Decided On November 26, 2019
Isha Parveeen Appellant
V/S
STATE OF UTTARAKHAND Respondents

JUDGEMENT

(1.) These are two Criminal Revisions. Criminal Revision No. 677 of 2019, Smt. Isha Parveen and others Vs. State of Uttarakhand and another, is a fresh Revision, preferred by the Wife and the children of the respondent No.2 on 20.11.2019, challenging the order dated 19th October, 2019, as passed by the Principal Judge, Family Court Roorkee, District Haridwar, by virtue of which, the present revisionists of Revision No. 677 of 2019, has prayed for the enhancement of the interim maintenance as it has been determined by the Family Court payable to the tune of Rs. 35,000/- in total with regard to all the revisionists of the present Revision.

(2.) Whereas on the other hand, the respondent No. 2, herein, i.e. Taiyab Ansari, has filed a Criminal Revision No. 661 of 2019, Taiyab Ansari Vs. Isha Parvin and others, wherein, he has question the determination of maintenance of Rs. 35,000/- as granted by the Court of Additional Judge, Family Court, which is also impugned in the present Revision.
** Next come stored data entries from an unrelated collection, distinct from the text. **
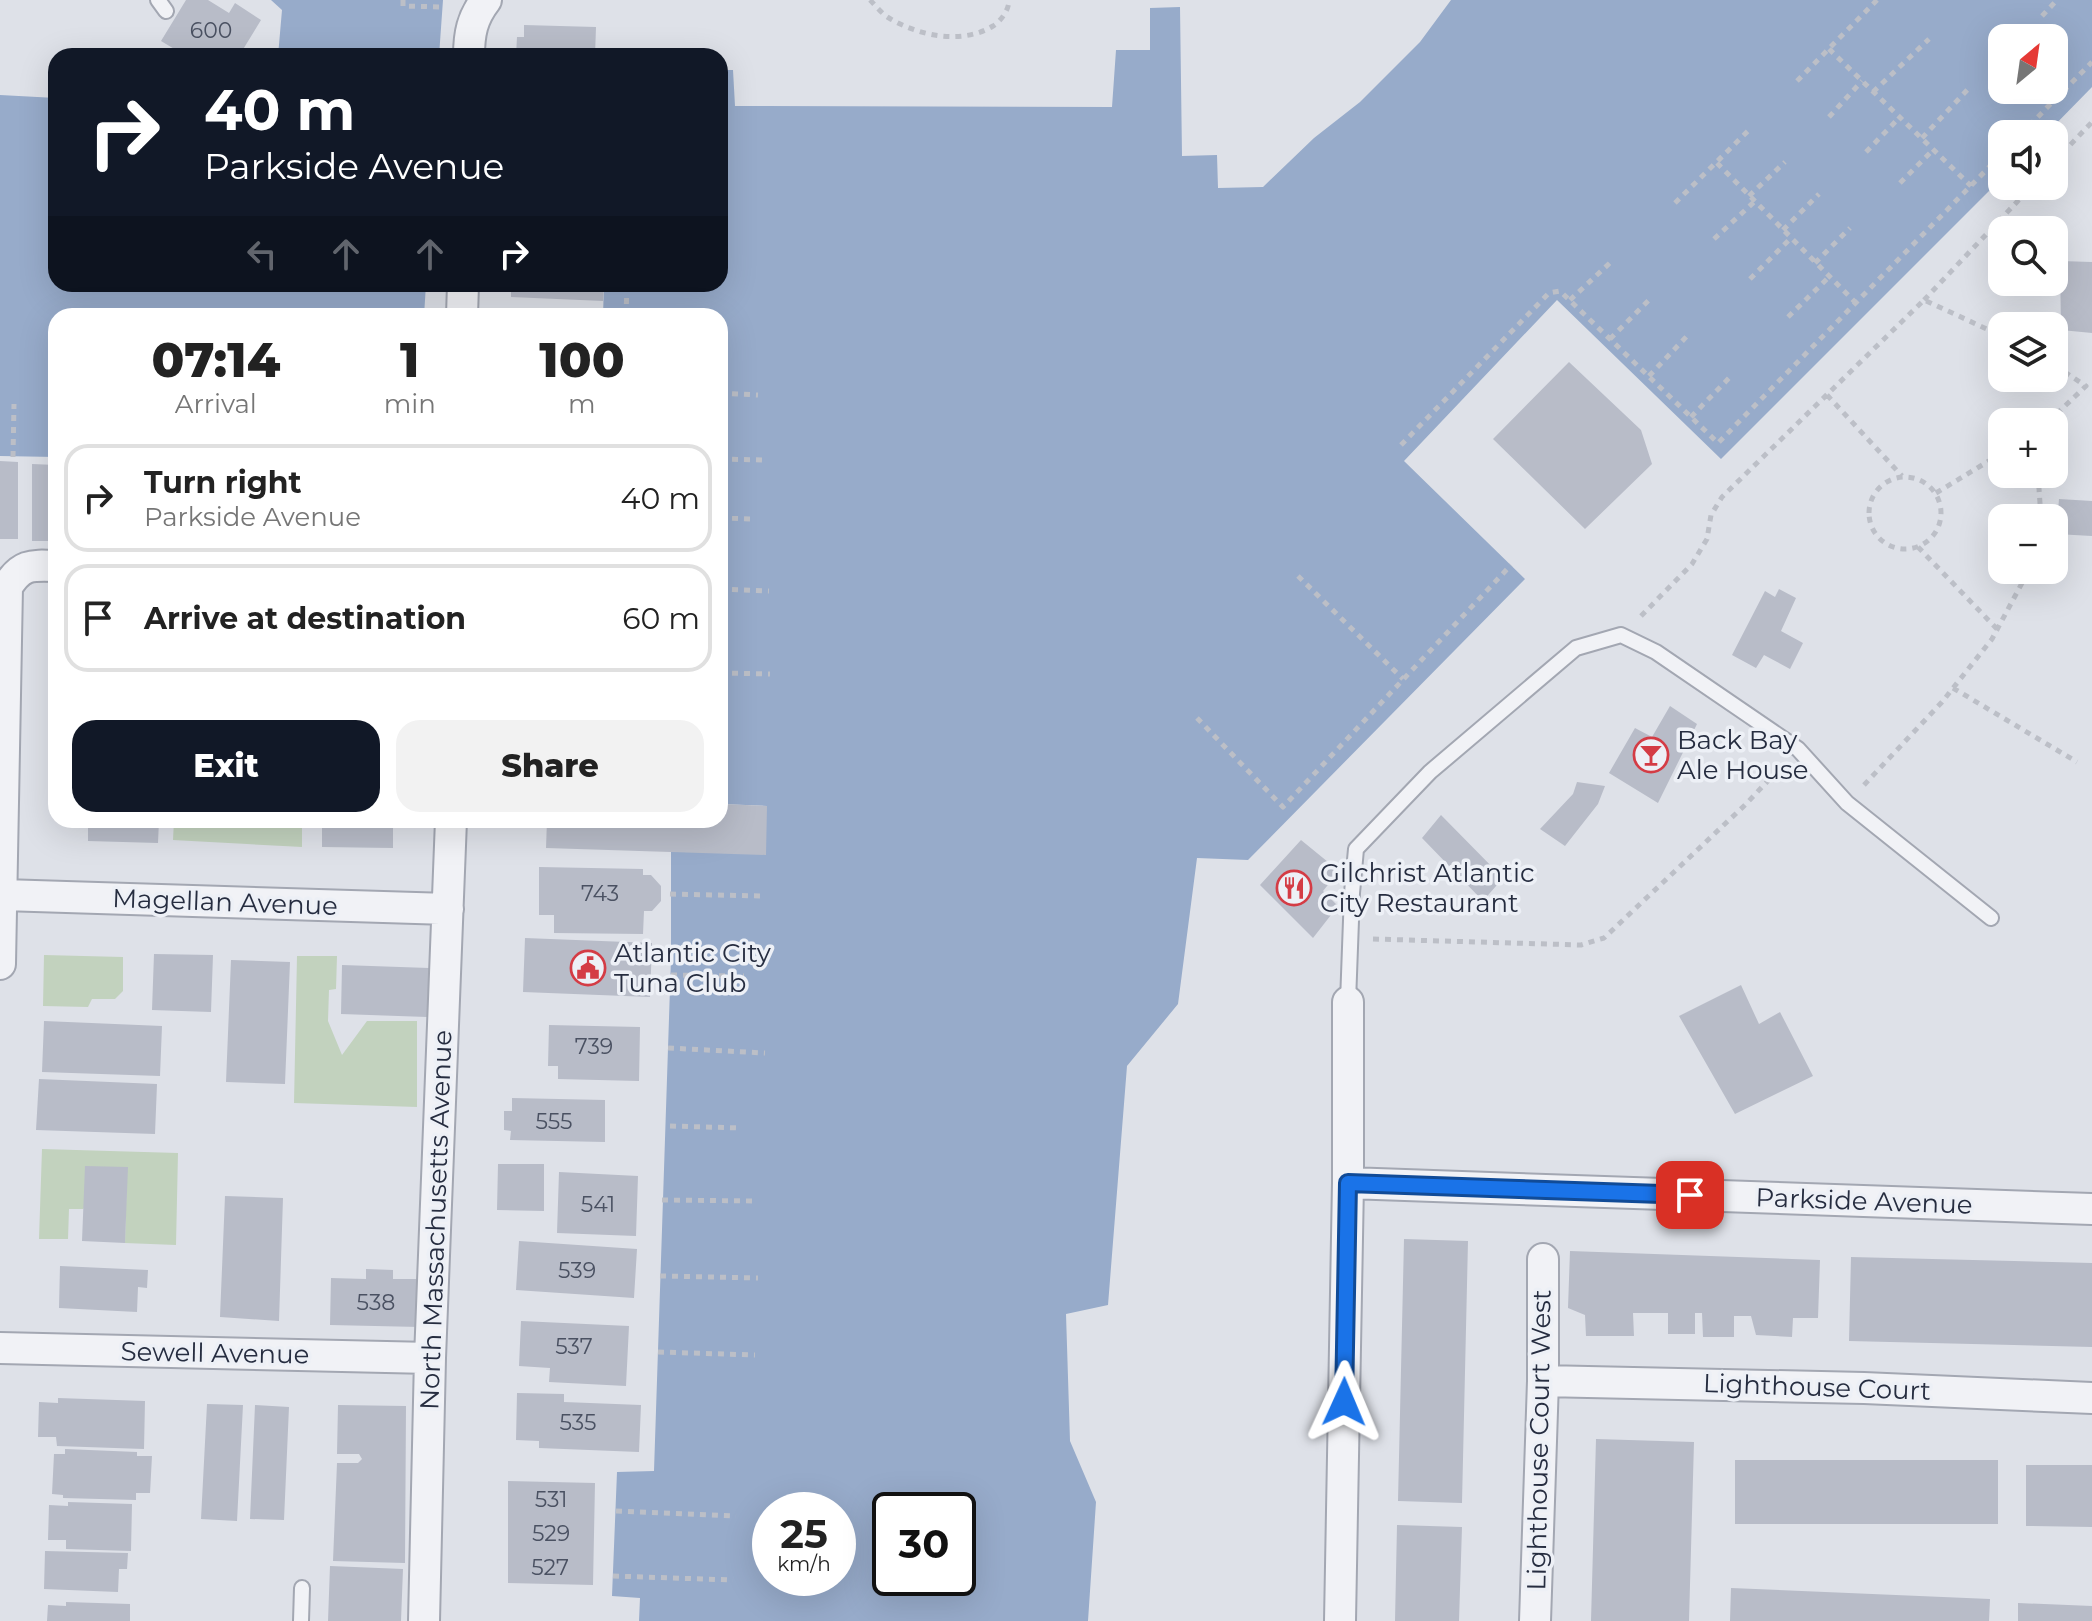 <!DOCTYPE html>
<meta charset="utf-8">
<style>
body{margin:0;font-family:Montserrat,sans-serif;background:#f2f2f2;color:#222;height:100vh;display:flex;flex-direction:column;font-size:30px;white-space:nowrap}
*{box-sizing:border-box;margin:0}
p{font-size:26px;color:#767676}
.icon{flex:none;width:44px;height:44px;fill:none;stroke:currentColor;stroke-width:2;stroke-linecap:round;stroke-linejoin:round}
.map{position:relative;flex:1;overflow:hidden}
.panel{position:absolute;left:48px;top:308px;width:680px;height:520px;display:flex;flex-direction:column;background:#fff;border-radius:24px;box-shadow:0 8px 32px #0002}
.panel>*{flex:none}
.top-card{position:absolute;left:48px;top:48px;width:680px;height:244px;border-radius:24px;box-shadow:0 8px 32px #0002;background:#111827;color:#fff;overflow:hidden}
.needle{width:52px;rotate:29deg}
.tools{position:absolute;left:1988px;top:24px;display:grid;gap:16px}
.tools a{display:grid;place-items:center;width:80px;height:80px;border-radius:16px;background:#fff;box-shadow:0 8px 32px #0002;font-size:40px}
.speed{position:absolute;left:752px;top:1492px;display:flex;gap:16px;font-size:40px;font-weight:700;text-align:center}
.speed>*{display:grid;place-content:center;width:104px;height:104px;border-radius:50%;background:#fff;box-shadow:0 8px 32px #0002;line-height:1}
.speed small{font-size:20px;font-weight:400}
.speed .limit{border:4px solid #111;border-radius:12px;background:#fff;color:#111}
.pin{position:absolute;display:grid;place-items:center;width:68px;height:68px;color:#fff;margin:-34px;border-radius:16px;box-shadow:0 4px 12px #0006}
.me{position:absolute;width:88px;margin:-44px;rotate:1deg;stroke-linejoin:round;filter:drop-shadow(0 0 6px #0008)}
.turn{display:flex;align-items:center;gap:28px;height:168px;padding:0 24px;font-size:36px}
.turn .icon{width:104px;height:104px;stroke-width:2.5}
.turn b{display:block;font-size:56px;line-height:68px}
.lanes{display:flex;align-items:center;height:76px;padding:0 24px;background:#0003;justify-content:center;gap:40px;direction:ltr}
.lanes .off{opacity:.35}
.eta{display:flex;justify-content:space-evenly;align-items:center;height:136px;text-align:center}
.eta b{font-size:48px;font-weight:800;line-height:56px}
.cta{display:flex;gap:16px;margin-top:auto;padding:16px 24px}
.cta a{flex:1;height:92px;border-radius:24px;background:#111827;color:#fff;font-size:32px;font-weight:800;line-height:92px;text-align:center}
.cta a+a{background:#f2f2f2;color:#222}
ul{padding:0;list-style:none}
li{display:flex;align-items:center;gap:24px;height:108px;margin:0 16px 12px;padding:0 8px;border:4px solid #e0e0e0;border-radius:24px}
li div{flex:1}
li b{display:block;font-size:30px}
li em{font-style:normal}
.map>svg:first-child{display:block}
</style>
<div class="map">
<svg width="2092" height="1621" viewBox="0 0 2092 1621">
<rect width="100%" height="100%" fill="#dee1e8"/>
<path fill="#c2d2be" d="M174,820h128v27l-129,-7z
M44,955l79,2v34l-8,8h-23l-4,8 -45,-1z
M297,956h40l-1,33 -7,1 -1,31 14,34 25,-34h50v86l-123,-4z
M42,1149l136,4 -2,92 -51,-2 2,-76 -44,42h-14l-1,30h-29z"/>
<path fill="#97abca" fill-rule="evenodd" d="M271,0h172l-4,56h-161l4,-46z
M1451,0h641v87l-46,47h-44v44l-281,281 -164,-159 -153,161 121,118 -277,281 -51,-2 -19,146 -51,62 -19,239 -42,9 4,127 26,61 -8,119h-449l1,-23 -28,-2 5,-124 37,-1 17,-513v-107l96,-45 -46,-2 1,-9 -2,-1v-478h-117l1,-32h116v-214h13l2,36 377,1 4,-57h34v-42l30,-1 2,149 35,-1 1,33 45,-1 51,-49 46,-36 60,-60zM2002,38h52v52h-52zM770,1510h68v68h-68zM890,1510h68v68h-68z
M0,95l56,3v186h370l-2,32h-368v141l-56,-1z"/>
<path fill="#b8bcc8" d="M186,0h22l21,13 6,-10 26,17 -22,36h-53l-25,-15z
M524,25l72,2 -1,29h-79l1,-19h7z
M2060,261l32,1v71l-31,-3z
M511,284h93l-1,17 -92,-4z
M515,310l88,2v4h-88z
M1569,362l72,68 11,34 -67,65 -92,-90z
M0,461l18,1v77h-18z
M32,464l24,1v76h-24z
M2059,499l33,2v35l-36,-2z
M1779,589l17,9 -15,33 22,12 -13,26 -26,-14 -8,13 -24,-13 33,-64 10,6z
M1670,706l27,18 -39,79 -49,-30 26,-45 17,9z
M1577,782l28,4 -7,18 -33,42 -25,-17 33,-35z
M720,804l47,2 -1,49 -220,-7 1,-28h173z
M1441,815l62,63 -20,23 -61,-63z
M88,820h71l-1,23 -70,-2z
M322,820h71v28l-71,-1z
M1301,840l38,31 -16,20 15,15 -25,32 -53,-53z
M539,867l104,2v6h8l10,11v15l-9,10h-8l-1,23 -89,-1v-18h-15z
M525,938l127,5 -2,54 -127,-5z
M154,954l59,1 -2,57 -59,-2z
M231,960l59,2 -5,122 -59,-2z
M342,965l87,3 -2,49 -86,-3z
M1741,985l18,39 21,-12 33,64 -78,38 -56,-98z
M44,1021l118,5 -2,50 -118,-4z
M549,1025l91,2 -1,54 -81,-2v-13h-10z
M39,1079l118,5 -2,50 -119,-4z
M512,1098l93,2v42l-95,-2 1,-9 -7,-1v-19h8z
M498,1164h46v47l-47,-1z
M85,1166l43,1 -3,76 -43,-2z
M559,1172l79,4 -2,60 -79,-3z
M225,1196l58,2 -4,123 -59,-4z
M1404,1239l64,2 -6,262 -64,-2z
M519,1241l118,8 -3,49 -118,-8z
M1570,1251l250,9 -2,58h-25l-1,19 -36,-2 -5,-19h-17v21h-31l-1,-24h-7v21h-27v-21h-35l1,23h-48l-1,-21 -17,-7z
M1851,1257l241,6v84l-243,-6z
M60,1266l88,4 -1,18 -9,-1 -1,25 -78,-4z
M366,1269l27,1v9h28l-1,48 -90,-2 1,-47 35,1z
M521,1321l108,5 -3,60 -77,-4 1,-14 -31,-2z
M517,1393l47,1v8l77,3 -2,47 -100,-4v-7l-23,-1z
M58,1398l87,3 -1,48 -87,-3 -1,-9h-18l1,-35 19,1z
M207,1404l36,1 -6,116 -36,-2z
M255,1405l34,2 -5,113 -34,-1z
M338,1405l68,1 -1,157 -72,-2 4,-98h21l4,-4 -3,-5h-22z
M1596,1439l98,3 -5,179h-98z
M65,1449l72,3v4h15l-2,37h-14v7l-73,-2v-3l-11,-1 2,-40h11z
M1735,1460h263v64h-263z
M2026,1465h66v62l-66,-1z
M508,1481l87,2 -2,102 -85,-2z
M68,1502l64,2 -1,47 -65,-2v-9h-18l1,-35 19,1z
M1397,1525l65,2 -3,94h-64z
M45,1551l83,2 -1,16h-8l-1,23 -74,-3z
M330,1566l73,3 -2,52h-73z
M1731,1588l259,11 -1,22h-259z
M66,1602l64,2v17h-83l1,-16 18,1z
M2018,1603l74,3v15h-74z"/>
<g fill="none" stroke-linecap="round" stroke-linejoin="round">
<g stroke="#a3a7b2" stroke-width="18">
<path id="service" d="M158,0l8,11
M1348,1002l4,-109 4,-44 74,-77 146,-124 45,-13 35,17 142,97 49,54 144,115
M301,1621l1,-33"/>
</g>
<g stroke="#a3a7b2" stroke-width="34">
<path id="minor" d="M469,56c0,-22 3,-38 17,-56
M462,316l1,-32
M3,895l445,14
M0,964l7,-377c14,-23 24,-22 49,-21
M1348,1183l744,26
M0,1348l430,10
M1543,1381l321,7 228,10
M424,1621l6,-263 21,-538
M1340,1621l8,-438v-181
M1535,1621l8,-240v-122"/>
</g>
<path stroke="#bcbfc7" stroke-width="5" stroke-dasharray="6 6" stroke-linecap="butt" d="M403,0v6l40,1
M870,0c6,6 12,14 19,18 30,18 73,27 104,8 8,-5 16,-16 16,-26
M2042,16l15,-16
M1829,49l142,137
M1797,81l80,-81
M1873,92l56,-53
M1829,117l33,-36
M2021,134l71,-72
M1922,138l49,-52
M1866,152l33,-34
M2054,162l38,-40
M1717,163l139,140
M1900,183l33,-33
M1749,196l36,-34
M1675,203l75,-74
M1783,230l36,-36
M1714,239l40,-37
M1815,263l35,-35
M1750,279l41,-41
M1570,300l43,-40
M1924,300l108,-114
M626,316l1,-32
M1788,317l41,-40
M1610,339l41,-41
M1649,376l39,-41
M720,393l38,2
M1827,395l75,81
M1691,417l41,-42
M2048,422l38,-36 -32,-21
M1401,445l148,-152 11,-2 158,152 284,-289
M13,457l1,-53
M720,459l44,1
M2038,474l3,44
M1869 513a36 36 0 1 1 72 0a36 36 0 1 1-72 0Z
M1936,493l66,-40
M720,518l32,1
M1918,547l79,82
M1298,576l105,103
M720,589l49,2
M1641,616l51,-52 15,-25 4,-24 11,-18 202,-197 78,36
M720,673l50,1
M1953,688l124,74
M1197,718l86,89 228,-242
M1864,785l78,-83 50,-63 37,-69
M670,894l91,2
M1373,939l208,6 23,-7 141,-133 36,-38
M671,975l73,1
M668,1048l97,5
M670,1126l72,2
M662,1200l96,1
M660,1276l98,2
M658,1352l97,3
M616,1511l120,5
M613,1576l120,4"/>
<use href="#service" stroke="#f1f2f6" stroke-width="14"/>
<use href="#minor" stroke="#f1f2f6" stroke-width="30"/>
</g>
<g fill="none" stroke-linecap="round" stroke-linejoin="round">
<g stroke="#114b97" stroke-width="20">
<path id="route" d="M1344,1402l4,-219 342,12"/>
</g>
<use href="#route" stroke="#1a73e8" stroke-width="14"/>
</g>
<defs>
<g id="bar-ring" transform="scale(1.8)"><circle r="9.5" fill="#edf0f6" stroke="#d43c45" stroke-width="1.5"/><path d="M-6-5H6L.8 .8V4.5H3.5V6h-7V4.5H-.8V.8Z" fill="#d43c45"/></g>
<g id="restaurant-ring" transform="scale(1.8)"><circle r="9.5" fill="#edf0f6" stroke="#d43c45" stroke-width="1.5"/><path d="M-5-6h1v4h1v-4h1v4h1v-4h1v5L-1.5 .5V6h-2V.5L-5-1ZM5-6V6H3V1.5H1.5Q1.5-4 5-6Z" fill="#d43c45"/></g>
<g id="civic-ring" transform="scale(1.8)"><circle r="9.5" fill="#edf0f6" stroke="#d43c45" stroke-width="1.5"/><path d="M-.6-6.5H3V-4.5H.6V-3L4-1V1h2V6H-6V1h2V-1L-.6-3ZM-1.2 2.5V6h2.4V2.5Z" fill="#d43c45"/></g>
</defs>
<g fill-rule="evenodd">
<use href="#bar-ring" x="1651" y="755"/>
<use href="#restaurant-ring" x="1294" y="888"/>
<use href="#civic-ring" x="588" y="968"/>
</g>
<g text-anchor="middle" stroke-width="7" stroke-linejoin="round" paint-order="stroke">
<g font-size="22" fill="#4a5162">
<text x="211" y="38">600</text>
<text x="600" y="901">743</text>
<text x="594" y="1054">739</text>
<text x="554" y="1129">555</text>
<text x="598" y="1212">541</text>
<text x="577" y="1278">539</text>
<text x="376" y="1310">538</text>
<text x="574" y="1354">537</text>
<text x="578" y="1430">535</text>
<text x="551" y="1507">531</text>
<text x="551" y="1541">529</text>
<text x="550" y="1575">527</text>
</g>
<g font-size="26" fill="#262d40" stroke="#edf0f6" text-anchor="start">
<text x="1677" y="749">Back Bay<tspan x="1677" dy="30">Ale House</tspan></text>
<text x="1320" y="882">Gilchrist Atlantic<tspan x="1320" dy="30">City Restaurant</tspan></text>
<text x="614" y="962">Atlantic City<tspan x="614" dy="30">Tuna Club</tspan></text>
</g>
<g font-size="26" fill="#262d40" stroke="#edf0f6">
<text transform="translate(225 902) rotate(2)" y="9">Magellan Avenue</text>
<text transform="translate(1864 1201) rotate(2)" y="9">Parkside Avenue</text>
<text transform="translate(436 1220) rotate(-88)" y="9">North Massachusetts Avenue</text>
<text transform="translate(215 1353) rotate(1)" y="9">Sewell Avenue</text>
<text transform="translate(1817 1387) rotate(2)" y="9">Lighthouse Court</text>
<text transform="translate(1539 1440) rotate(-89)" y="9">Lighthouse Court West</text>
</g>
</g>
</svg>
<div class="tools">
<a><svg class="needle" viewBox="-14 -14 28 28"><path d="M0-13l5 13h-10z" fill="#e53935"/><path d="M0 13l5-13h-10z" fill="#767676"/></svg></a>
<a><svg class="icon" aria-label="sound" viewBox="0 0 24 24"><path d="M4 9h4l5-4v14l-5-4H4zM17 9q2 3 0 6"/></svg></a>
<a><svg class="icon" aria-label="search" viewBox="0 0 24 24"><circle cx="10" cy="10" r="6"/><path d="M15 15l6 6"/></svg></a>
<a><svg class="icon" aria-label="layers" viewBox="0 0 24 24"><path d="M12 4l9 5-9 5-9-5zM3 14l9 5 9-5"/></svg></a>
<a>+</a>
<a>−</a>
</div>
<div class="speed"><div>25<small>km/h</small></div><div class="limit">30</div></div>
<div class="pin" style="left:1690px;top:1195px;background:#d93025"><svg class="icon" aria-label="arrive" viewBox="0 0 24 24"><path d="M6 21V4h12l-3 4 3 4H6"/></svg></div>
<svg class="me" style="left:1344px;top:1402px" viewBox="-20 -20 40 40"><path d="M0-17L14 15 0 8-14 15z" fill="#1a73e8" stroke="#fff" stroke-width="4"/></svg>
<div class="top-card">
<div class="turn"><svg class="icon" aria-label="right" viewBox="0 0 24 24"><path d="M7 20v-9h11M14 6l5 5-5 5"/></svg><div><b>40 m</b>Parkside Avenue</div></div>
<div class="lanes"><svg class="icon off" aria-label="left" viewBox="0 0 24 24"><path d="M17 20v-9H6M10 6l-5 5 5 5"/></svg><svg class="icon off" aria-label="ahead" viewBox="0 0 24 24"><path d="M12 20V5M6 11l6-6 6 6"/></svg><svg class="icon off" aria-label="ahead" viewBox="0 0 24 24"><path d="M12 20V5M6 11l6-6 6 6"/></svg><svg class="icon" aria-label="right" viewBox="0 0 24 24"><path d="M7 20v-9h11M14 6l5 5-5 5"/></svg></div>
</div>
<section class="panel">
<div class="eta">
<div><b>07:14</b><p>Arrival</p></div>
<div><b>1</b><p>min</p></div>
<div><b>100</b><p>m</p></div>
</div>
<ul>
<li><svg class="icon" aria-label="right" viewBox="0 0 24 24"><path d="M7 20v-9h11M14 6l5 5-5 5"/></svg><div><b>Turn right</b><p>Parkside Avenue</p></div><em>40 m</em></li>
<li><svg class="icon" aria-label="arrive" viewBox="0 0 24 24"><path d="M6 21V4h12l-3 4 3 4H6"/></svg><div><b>Arrive at destination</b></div><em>60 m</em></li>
</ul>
<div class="cta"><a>Exit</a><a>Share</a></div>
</section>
</div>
(3.) More particularly, the argument, which has been extended by the learned counsel for the parties and the logical inference, which could be drawn is that the fact of marriage being held between Isha Parveen and Taiyab Ahmad in accordance with muslim rites and rituals on 3rd May, 2004, is an admitted fact; the birth of the two children out of the matrimony is yet again is an admitted fact between the parties and, as such, socially it requires that the wife and children, they are to be maintained by the natural guardian and the father, but, the issue, which has been sought to be agitated by both the parties in these two Revisions, is with regard to as to what would be the appropriate maintenance to be determined in relation to the income accuring to Taiyab. This Court is of the view that at this stage before venturing to adjudicate upon the quantum to be determined by way of interim maintenance, it would not be safe because it may have an adverse affect on the final adjudication of 125 Application itself, which is yet to be decided by the Family Court on merits.